In response to the relatively slow progress to strengthen maternal and child health, the Government of India (GoI) launched the National Rural Health Mission (NRHM) in April 2005. The NRHM is an ambitious effort to strengthen the national health systems and health care delivery, with a special focus on improving health care outcomes among the poorest populations [11]. The ASHA program, considered vital to the success of the NRHM, aims to increase community engagement with the health system and support access to public health services [12, 13]. The ASHA program was first launched in 2006 in 18 high-focus states—including 10 high-focus states (Bihar, Jharkhand, Madhya Pradesh, Chhattisgarh, Himachal Pradesh, Jammu and Kashmir, Uttar Pradesh, Uttaranchal, Orissa, and Rajasthan) and 8 northeastern high-focus states (Arunachal Pradesh, Manipur, Assam, Nagaland, Meghlaya, Tripura, Mizoram, and Sikkim). Within 2 years, over 300 000 ASHAs were trained and deployed at a ratio of one ASHA to 1000 population in rural areas. In 2009, the program was expanded to the rest of the country [14]. As of December 2015, there were 937 595 ASHAs operating nationally. Of these, 544 074 ASHAs are in high-focus states, 56 104 in the northeastern states, and 337 417 in other non-high-focus states [15, 16]. The ASHAs are an all-female cadre of CHWs, selected based on national guidelines by local village committees. Though they are considered volunteers, they receive some performance-based incentives. Although variations exist across states in the recruitment, training, responsibilities, incentives, and supervision systems for the ASHAs, there are some common guiding tenets. Table 1 summarizes their training [17], responsibilities specific to promoting the health of mothers and children [14, 18], and compensation structure [19, 20].
Table 1
Training and responsibilities of ASHAs to promote the health of mothers and children
Recruitment
- ASHAs must be female, between 21 and 45 years old with middle-school education (class eight or higher), and ideally should be a “daughter-in-law” of the village, either married, widowed, or divorced with a likelihood to live in the village for the foreseeable future.
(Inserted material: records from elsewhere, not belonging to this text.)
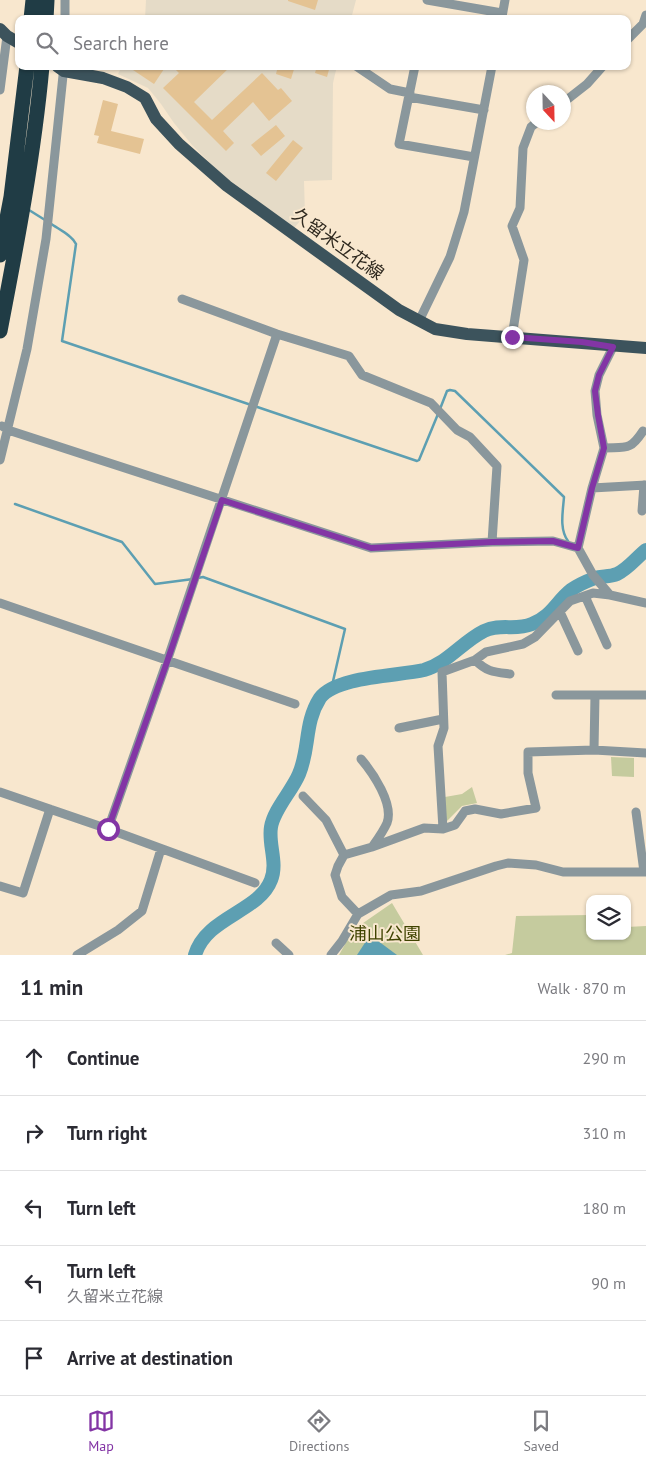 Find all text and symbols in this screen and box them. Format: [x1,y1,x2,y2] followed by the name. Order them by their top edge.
[15,15,631,70] search box
[33,29,61,57] icon: search
[73,31,169,55] text: Search here
[526,85,571,130] north arrow
[288,203,389,285] street label: 久留米立花線
[501,326,524,349] route end
[97,818,120,841] route start
[586,895,631,940] map controls
[586,895,631,940] button: layers
[349,922,421,945] park label: 浦山公園
[20,974,83,1001] text: 11 min
[537,978,626,998] text: Walk · 870 m
[20,1044,48,1072] icon: ahead
[67,1046,139,1070] text: Continue
[583,1048,626,1068] text: 290 m
[20,1119,48,1147] icon: right
[67,1121,147,1145] text: Turn right
[583,1123,626,1143] text: 310 m
[20,1194,48,1222] icon: left
[67,1196,136,1220] text: Turn left
[583,1198,626,1218] text: 180 m
[67,1259,136,1283] text: Turn left
[20,1269,48,1297] icon: left
[591,1273,626,1293] text: 90 m
[67,1286,163,1306] text: 久留米立花線
[20,1344,48,1372] icon: arrive
[67,1346,233,1370] text: Arrive at destination
[87,1407,115,1455] tab: Map
[289,1407,349,1455] tab: Directions
[523,1407,559,1455] tab: Saved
- States have flexibility in selecting ASHAs with lower literacy levels to ensure adequate community representation and local residence
Training
- The ASHAs receive training supported by the Government of India for 23 days spread over 12 months. Training models may vary by state and may involve partnerships with various NGOs and other training centers.
- The ASHAs are expected to attend periodic review meetings and ongoing job training (12 additional days per year).
Primary responsibilities
- Expected to work about 2.3 h per day and 4 days per week, except during events such as training and immunization days.
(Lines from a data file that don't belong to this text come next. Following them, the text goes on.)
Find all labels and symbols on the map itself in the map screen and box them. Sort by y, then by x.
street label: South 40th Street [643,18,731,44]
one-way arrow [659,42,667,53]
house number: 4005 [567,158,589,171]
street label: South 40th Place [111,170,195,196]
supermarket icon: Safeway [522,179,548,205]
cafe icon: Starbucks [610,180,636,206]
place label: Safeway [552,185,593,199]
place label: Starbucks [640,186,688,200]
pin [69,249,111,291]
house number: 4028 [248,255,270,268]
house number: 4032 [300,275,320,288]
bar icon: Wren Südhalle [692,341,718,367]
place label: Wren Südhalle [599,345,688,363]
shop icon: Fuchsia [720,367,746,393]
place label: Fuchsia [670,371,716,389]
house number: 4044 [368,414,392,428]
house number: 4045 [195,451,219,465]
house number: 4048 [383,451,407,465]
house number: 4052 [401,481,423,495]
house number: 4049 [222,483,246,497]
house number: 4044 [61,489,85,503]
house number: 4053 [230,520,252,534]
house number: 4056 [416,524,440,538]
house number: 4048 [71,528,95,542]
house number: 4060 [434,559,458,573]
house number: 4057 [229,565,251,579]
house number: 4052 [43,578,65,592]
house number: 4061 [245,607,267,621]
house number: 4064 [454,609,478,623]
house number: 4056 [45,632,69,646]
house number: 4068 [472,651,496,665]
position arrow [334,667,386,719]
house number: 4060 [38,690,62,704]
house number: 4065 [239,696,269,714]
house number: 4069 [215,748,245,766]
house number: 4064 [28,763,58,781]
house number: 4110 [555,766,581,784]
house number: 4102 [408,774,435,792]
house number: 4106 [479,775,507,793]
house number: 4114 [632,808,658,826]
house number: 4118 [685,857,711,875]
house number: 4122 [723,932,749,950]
- Create awareness and provide information to the community on the determinants of health such as nutrition, basic sanitation and hygiene, and existing health services.
- Counsel mothers on birth preparedness, safe delivery, feeding practices, immunization, prevention of common infections, and family planning.
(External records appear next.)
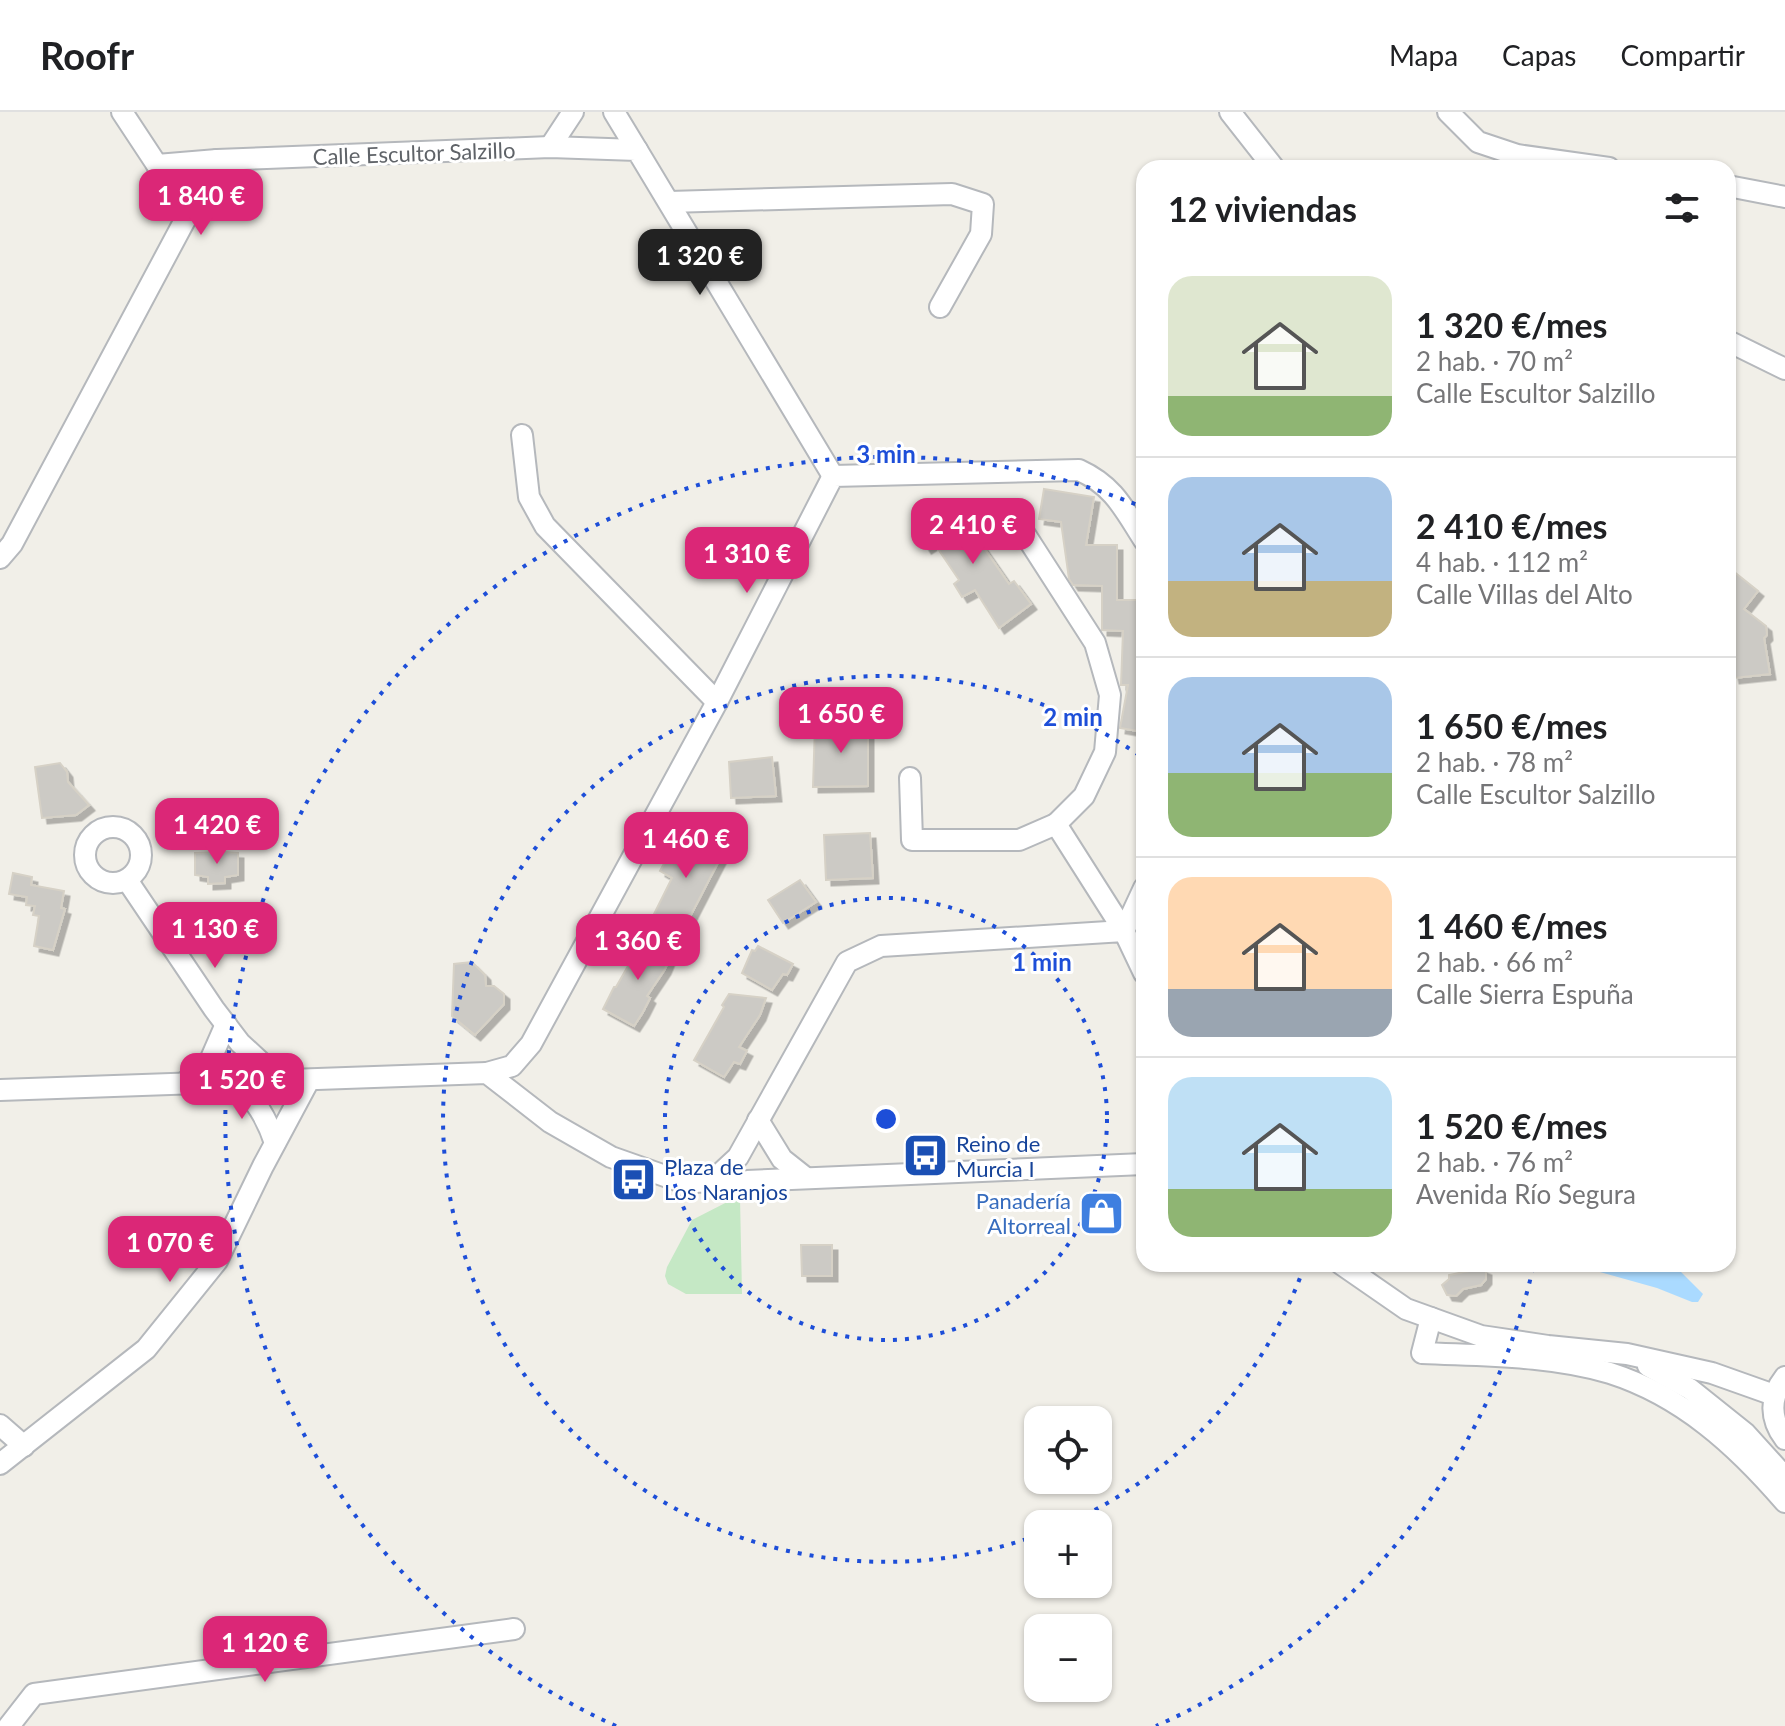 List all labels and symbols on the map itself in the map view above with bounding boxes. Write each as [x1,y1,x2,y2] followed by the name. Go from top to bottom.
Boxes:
[312,136,516,170] street label: Calle Escultor Salzillo
[127,169,275,237] pin: 1 840 €
[626,229,774,297] pin: 1 320 €
[856,439,916,468] text: 3 min
[899,498,1047,566] pin: 2 410 €
[673,527,821,595] pin: 1 310 €
[767,687,915,755] pin: 1 650 €
[1043,702,1103,731] text: 2 min
[143,798,291,866] pin: 1 420 €
[612,812,760,880] pin: 1 460 €
[141,902,289,970] pin: 1 130 €
[564,914,712,982] pin: 1 360 €
[1012,947,1072,976] text: 1 min
[168,1053,316,1121] pin: 1 520 €
[872,1105,900,1133] centre of rings
[956,1130,1040,1182] place label: Reino de Murcia I
[901,1132,949,1180] bus stop icon: Reino de Murcia I
[664,1153,788,1205] place label: Plaza de Los Naranjos
[609,1155,657,1203] bus stop icon: Plaza de Los Naranjos
[976,1187,1071,1239] place label: Panadería Altorreal
[1078,1189,1126,1237] shop icon: Panadería Altorreal
[96,1216,244,1284] pin: 1 070 €
[191,1616,339,1684] pin: 1 120 €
- Registering all pregnant women, provide three antenatal visits and two postnatal visits, and facilitate access to health services for the mother and child.
- Rollout of other government programs such as the Janani Surakshna Yojana (JSY)—a cash entitlement program to incentivize women to give birth in health facilities.
- Arrange escort or accompany pregnant women and children requiring treatment to health facilities.
- Additional responsibilities of the ASHAs may vary by state.
- Act as a bridge between the rural population and the government health system.
Compensation
- The ASHAs are honorary volunteers and receive performance-based compensation based on reported activities.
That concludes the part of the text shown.